For higher code points, first subtract 0x10000 to get a 20-bit number. Add the 10 most significant bits of that number to 0xd800, and use that as the first code unit. Add the 10 least significant bits to 0xdc00, and use that as the second code unit.
Byte-oriented encodings
There are two byte-oriented flavors of UTF-16: UTF-16BE (big-endian) and UTF-16LE (little-endian). Each code unit uses 2 bytes, so each code point is encoded using either 2 or 4 bytes.
The code units are encoded according to the desired byte order, and the order of the code units is not changed. (This means that for UTF-16LE, 4-byte code points use sort of a mixed-endian byte order.)
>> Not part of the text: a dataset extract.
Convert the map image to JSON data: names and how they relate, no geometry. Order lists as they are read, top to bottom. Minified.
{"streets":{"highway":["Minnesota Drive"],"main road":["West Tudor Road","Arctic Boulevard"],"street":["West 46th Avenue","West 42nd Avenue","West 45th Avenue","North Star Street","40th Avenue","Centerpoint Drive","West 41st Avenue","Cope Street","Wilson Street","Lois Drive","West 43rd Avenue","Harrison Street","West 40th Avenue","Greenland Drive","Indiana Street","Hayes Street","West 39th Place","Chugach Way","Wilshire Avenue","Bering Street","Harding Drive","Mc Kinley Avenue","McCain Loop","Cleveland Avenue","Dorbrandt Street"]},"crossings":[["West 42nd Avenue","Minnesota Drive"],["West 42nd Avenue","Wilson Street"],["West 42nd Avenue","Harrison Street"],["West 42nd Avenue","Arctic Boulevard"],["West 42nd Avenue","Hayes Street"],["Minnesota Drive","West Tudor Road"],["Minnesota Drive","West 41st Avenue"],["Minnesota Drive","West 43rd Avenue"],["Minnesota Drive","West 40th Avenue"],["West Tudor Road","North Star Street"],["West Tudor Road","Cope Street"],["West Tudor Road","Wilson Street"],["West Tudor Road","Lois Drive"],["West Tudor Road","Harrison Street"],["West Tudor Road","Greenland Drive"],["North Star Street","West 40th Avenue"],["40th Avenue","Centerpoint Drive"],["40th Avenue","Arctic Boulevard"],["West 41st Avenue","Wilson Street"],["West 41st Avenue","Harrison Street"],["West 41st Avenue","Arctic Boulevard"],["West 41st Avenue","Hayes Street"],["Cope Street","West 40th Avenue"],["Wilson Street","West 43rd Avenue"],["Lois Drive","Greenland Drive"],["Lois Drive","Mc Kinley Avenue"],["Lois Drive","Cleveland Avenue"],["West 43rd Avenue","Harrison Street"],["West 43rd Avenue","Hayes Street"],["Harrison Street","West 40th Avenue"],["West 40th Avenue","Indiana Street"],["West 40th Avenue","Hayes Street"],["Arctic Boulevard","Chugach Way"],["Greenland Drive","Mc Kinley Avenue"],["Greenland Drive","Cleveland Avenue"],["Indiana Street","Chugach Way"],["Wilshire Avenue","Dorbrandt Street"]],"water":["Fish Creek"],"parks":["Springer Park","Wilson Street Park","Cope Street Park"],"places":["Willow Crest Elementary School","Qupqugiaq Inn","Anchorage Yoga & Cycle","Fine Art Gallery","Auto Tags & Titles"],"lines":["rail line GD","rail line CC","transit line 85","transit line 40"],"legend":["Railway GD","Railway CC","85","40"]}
Files encoded in UTF-16BE or UTF-16LE often begin with a Byte Order Mark (BOM) to distinguish them from each other, and to help distinguish them from other character encodings. However, the Unicode standard says[1] that a file with a BOM should not be labeled with a charset of "UTF-16BE" or "UTF-16LE". Instead, the charset name should be simply "UTF-16".
Relationship with UCS-2
UTF-16 is compatible with UCS-2, in the sense that a UTF-16 decoder can correctly decode UCS-2, provided that the UCS-2 data does not use any reserved Unicode code points. The reverse is not true: a UCS-2 decoder cannot correctly decode UTF-16.
Specifications
- RFC 2781 (2000-02)
- Unicode 6.0, Chapter 3 (2011) — §3.9 D91; §3.10 D96–D98, Table 3-9
- ISO/IEC 10646:2003 Annex Q (2003)